Material shown START

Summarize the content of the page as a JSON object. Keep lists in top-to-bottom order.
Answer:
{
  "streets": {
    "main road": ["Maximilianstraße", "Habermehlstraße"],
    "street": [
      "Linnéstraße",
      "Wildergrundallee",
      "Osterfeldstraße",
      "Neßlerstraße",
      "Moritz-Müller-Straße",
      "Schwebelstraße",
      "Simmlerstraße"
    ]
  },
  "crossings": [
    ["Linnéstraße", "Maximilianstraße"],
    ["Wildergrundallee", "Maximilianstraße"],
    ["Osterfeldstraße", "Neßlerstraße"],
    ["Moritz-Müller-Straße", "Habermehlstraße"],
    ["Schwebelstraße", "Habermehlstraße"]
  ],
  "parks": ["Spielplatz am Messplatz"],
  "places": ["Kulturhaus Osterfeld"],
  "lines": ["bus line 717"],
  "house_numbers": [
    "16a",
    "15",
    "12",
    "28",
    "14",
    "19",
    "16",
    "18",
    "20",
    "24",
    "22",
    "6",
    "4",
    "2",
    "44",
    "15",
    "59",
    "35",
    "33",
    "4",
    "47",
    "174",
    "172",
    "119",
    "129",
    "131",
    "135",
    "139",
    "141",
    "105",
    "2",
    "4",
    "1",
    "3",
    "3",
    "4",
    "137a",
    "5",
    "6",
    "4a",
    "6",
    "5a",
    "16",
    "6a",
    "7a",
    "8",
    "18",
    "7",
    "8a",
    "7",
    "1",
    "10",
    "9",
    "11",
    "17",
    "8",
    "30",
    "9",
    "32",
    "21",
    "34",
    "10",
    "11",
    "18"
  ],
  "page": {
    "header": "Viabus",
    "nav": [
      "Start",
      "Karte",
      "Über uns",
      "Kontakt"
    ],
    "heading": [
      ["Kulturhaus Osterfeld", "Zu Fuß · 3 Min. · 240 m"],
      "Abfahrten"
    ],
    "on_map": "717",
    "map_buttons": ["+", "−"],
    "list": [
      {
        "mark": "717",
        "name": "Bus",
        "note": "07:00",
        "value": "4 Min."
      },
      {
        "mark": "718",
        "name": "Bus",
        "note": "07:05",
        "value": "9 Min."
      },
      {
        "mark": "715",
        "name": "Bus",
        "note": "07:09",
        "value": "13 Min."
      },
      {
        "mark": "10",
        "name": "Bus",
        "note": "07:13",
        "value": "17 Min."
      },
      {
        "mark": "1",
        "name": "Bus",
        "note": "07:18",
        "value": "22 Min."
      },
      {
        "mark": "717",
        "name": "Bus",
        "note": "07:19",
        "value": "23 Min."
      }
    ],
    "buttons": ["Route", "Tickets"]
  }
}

Material shown END

Scan the data above for the word "Wildergrundallee". Copy every line in which it is found.

      "Wildergrundallee",
    ["Wildergrundallee", "Maximilianstraße"],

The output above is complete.